Poi diventammo adulti anche noi e smettemmo di discutere, perché quando si diventa adulti c’è altro a cui pensare e i sogni e le utopie tornano nei cassetti che restano ben chiusi e si dimenticano gli slanci della gioventù: c’è da pensare al pane per la famiglia e non sempre si ha la possibilità, e il tempo, di scremare, di andare per il sottile.

Questa l’ho scritta esattamente cinquant’anni fa.
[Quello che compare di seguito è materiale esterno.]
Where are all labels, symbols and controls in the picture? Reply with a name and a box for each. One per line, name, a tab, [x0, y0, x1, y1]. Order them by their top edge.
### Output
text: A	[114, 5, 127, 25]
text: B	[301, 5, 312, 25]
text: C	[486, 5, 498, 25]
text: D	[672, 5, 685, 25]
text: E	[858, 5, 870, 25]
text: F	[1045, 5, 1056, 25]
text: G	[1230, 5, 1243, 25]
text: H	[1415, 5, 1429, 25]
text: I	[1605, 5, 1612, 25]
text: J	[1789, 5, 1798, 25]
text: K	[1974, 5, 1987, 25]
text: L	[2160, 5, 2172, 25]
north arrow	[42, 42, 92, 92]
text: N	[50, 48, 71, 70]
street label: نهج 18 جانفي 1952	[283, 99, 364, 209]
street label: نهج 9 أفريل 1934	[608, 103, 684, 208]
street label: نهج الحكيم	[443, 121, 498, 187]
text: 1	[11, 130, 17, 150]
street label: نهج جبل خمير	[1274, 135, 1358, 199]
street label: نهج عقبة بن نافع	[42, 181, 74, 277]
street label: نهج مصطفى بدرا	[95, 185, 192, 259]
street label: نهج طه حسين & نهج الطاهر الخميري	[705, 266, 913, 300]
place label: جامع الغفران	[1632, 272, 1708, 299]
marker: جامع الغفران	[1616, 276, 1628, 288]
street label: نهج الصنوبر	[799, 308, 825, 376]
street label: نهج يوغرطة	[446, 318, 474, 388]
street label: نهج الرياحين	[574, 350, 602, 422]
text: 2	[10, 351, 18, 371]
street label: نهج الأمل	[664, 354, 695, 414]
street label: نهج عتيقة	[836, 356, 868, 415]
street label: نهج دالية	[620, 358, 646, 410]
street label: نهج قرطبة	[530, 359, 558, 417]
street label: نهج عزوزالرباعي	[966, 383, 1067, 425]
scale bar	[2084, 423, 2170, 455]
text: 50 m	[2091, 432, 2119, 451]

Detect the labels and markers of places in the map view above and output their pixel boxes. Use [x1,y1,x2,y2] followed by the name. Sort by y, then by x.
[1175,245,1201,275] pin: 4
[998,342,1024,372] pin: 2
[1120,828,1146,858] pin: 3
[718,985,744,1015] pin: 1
Cosa racconterò, fra quarant’anni,
ai figli di mia figlia?
Cosa racconterò?
Racconterò dei pettirossi,
nel giardino davanti a casa mia,
delle rose, dei passeri e del gatto
che, alla sera, mi faceva compagnia.
Come racconterò di grilli e di cicale
a loro, che le vedranno nei musei?
Racconterò di tanti secoli fa,
quando il sole non era ancora scuro
ed io portavo l’acqua del ruscello
alle rose bianche, arrampicate al muro.
Diranno: “È vero?
Nonna, dì, o è una fiaba?”
È una favola, sì, favola vera,
di un mondo tanto grande, tanto eterno, 
con piante che morivano in autunno
per rifiorire più belle a primavera.
C’erano uccelli, pesci, fiori colorati,
profumi, odori, palpiti di vita.
Quanto è bastato, quanto c’è voluto,
perché ci fosse un mondo di cose asessuate?
Un mondo enorme, a palla di biliardo,
dove impera la vita minerale,
un mondo condannato, già distrutto,
da una vorace guerra industriale.
In quanti modi ci stiamo distruggendo
noi, della generazione del progresso?

Io non avrò mai figli, mai nipoti,
cui raccontare la mia fiaba vera
quando, nel giardino davanti a casa mia,
fiorivano le rose a primavera.

Io non avrò mai figli, mai nipoti,
che chiedano il mistero della vita, a noi,
che stiamo distruggendo il mondo,
senza pensare al poi.

https://undentedileone.files.wordpress.com/2020/09/beccofrusone.jpg

beccofrusone
tecnica mista
mie opere

16 pensieri su “Cosa racconterò

  1. Come sempre, post ineccepibile.
    Le mie esperienze di vita ricalcano con la carta carbone le tue, unica differenza una poesia così non l’ho mai scritta, in compenso ricordo benissimo il libro che mi arrivò tra le mani, sempre allora, di cui ti basti il titolo significativo: «Terra, Pianeta che sanguina».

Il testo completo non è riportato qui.